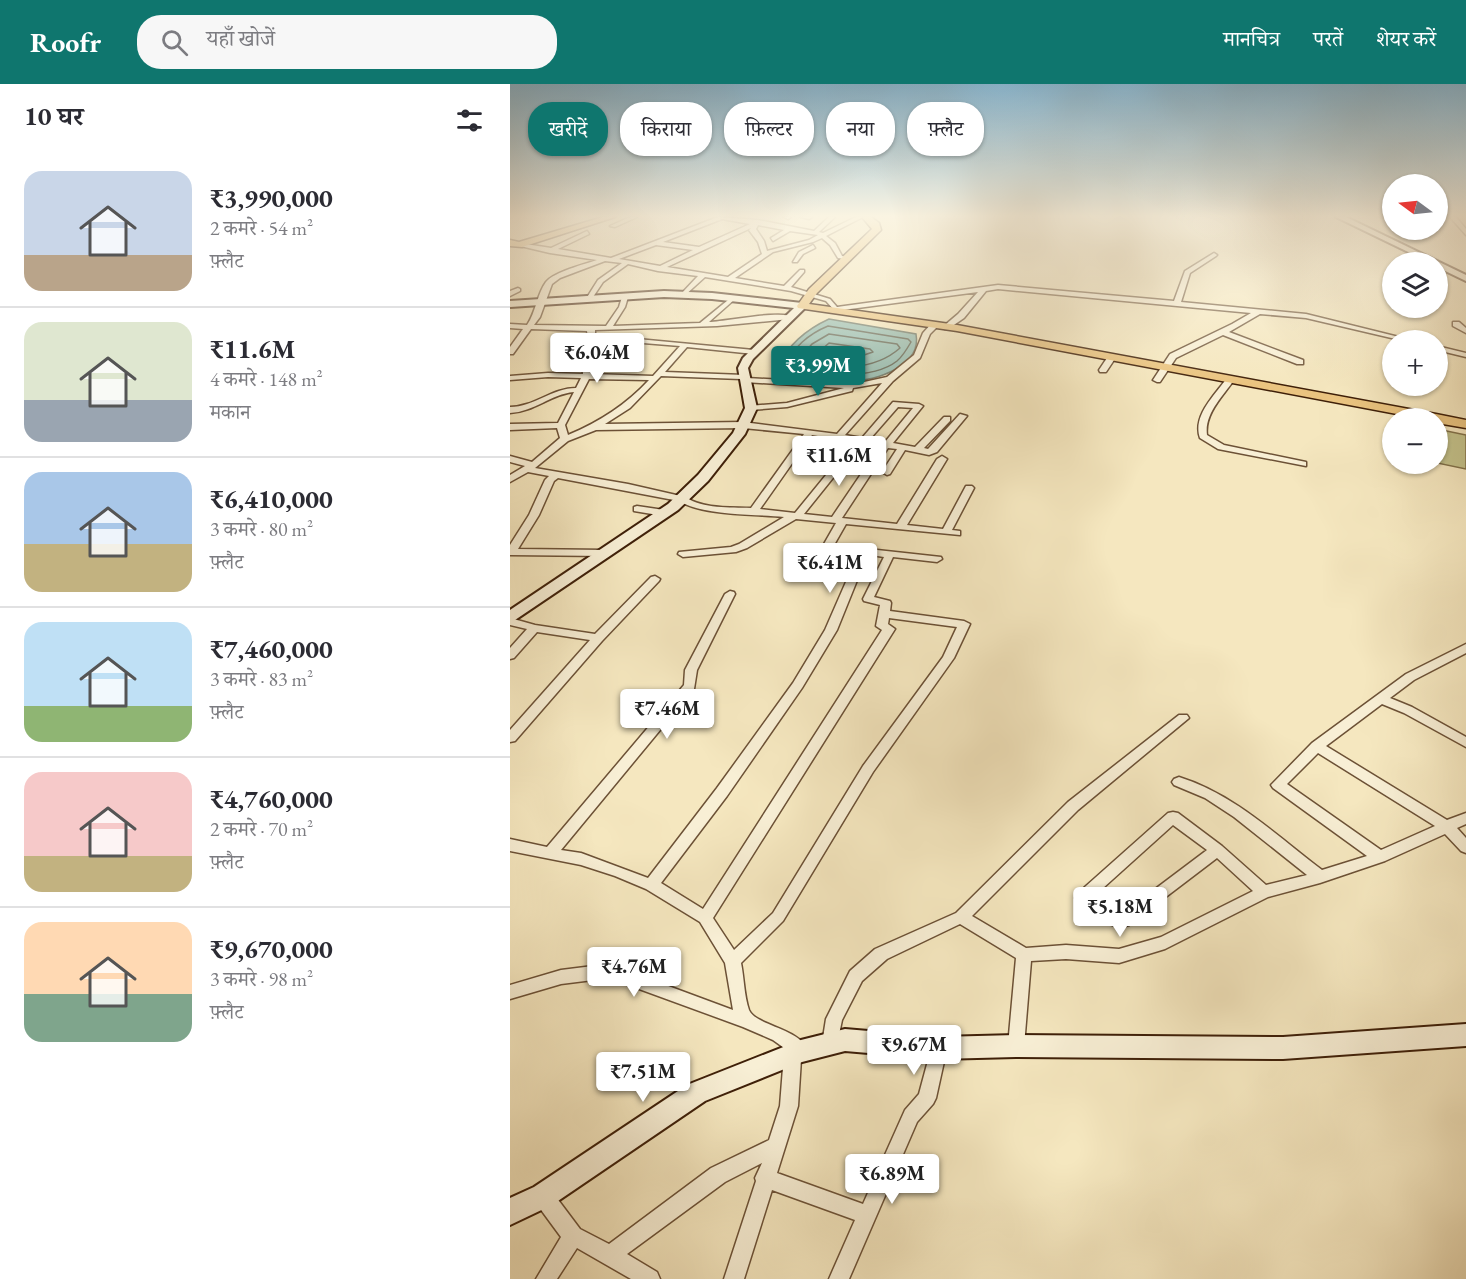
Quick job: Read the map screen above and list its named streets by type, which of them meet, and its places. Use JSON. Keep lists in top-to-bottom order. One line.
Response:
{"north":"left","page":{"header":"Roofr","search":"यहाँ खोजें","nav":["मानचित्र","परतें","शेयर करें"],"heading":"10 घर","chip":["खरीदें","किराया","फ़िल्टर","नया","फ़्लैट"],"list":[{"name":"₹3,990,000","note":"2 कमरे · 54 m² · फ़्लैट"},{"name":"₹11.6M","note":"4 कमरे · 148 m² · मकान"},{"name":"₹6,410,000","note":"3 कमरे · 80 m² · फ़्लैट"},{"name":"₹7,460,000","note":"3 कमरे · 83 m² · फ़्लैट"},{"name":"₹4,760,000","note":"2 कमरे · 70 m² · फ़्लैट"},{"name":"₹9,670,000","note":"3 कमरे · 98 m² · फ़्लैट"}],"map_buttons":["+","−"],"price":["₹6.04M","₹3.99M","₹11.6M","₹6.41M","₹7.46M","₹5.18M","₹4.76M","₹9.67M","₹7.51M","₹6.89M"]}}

************

* Work task *
Could you reproduce the listing above word for word while leaving out its pictures?

* Task output *
Quick job: Read the map screen above and list its named streets by type, which of them meet, and its places. Use JSON. Keep lists in top-to-bottom order. One line.
Response:
{"north":"left","page":{"header":"Roofr","search":"यहाँ खोजें","nav":["मानचित्र","परतें","शेयर करें"],"heading":"10 घर","chip":["खरीदें","किराया","फ़िल्टर","नया","फ़्लैट"],"list":[{"name":"₹3,990,000","note":"2 कमरे · 54 m² · फ़्लैट"},{"name":"₹11.6M","note":"4 कमरे · 148 m² · मकान"},{"name":"₹6,410,000","note":"3 कमरे · 80 m² · फ़्लैट"},{"name":"₹7,460,000","note":"3 कमरे · 83 m² · फ़्लैट"},{"name":"₹4,760,000","note":"2 कमरे · 70 m² · फ़्लैट"},{"name":"₹9,670,000","note":"3 कमरे · 98 m² · फ़्लैट"}],"map_buttons":["+","−"],"price":["₹6.04M","₹3.99M","₹11.6M","₹6.41M","₹7.46M","₹5.18M","₹4.76M","₹9.67M","₹7.51M","₹6.89M"]}}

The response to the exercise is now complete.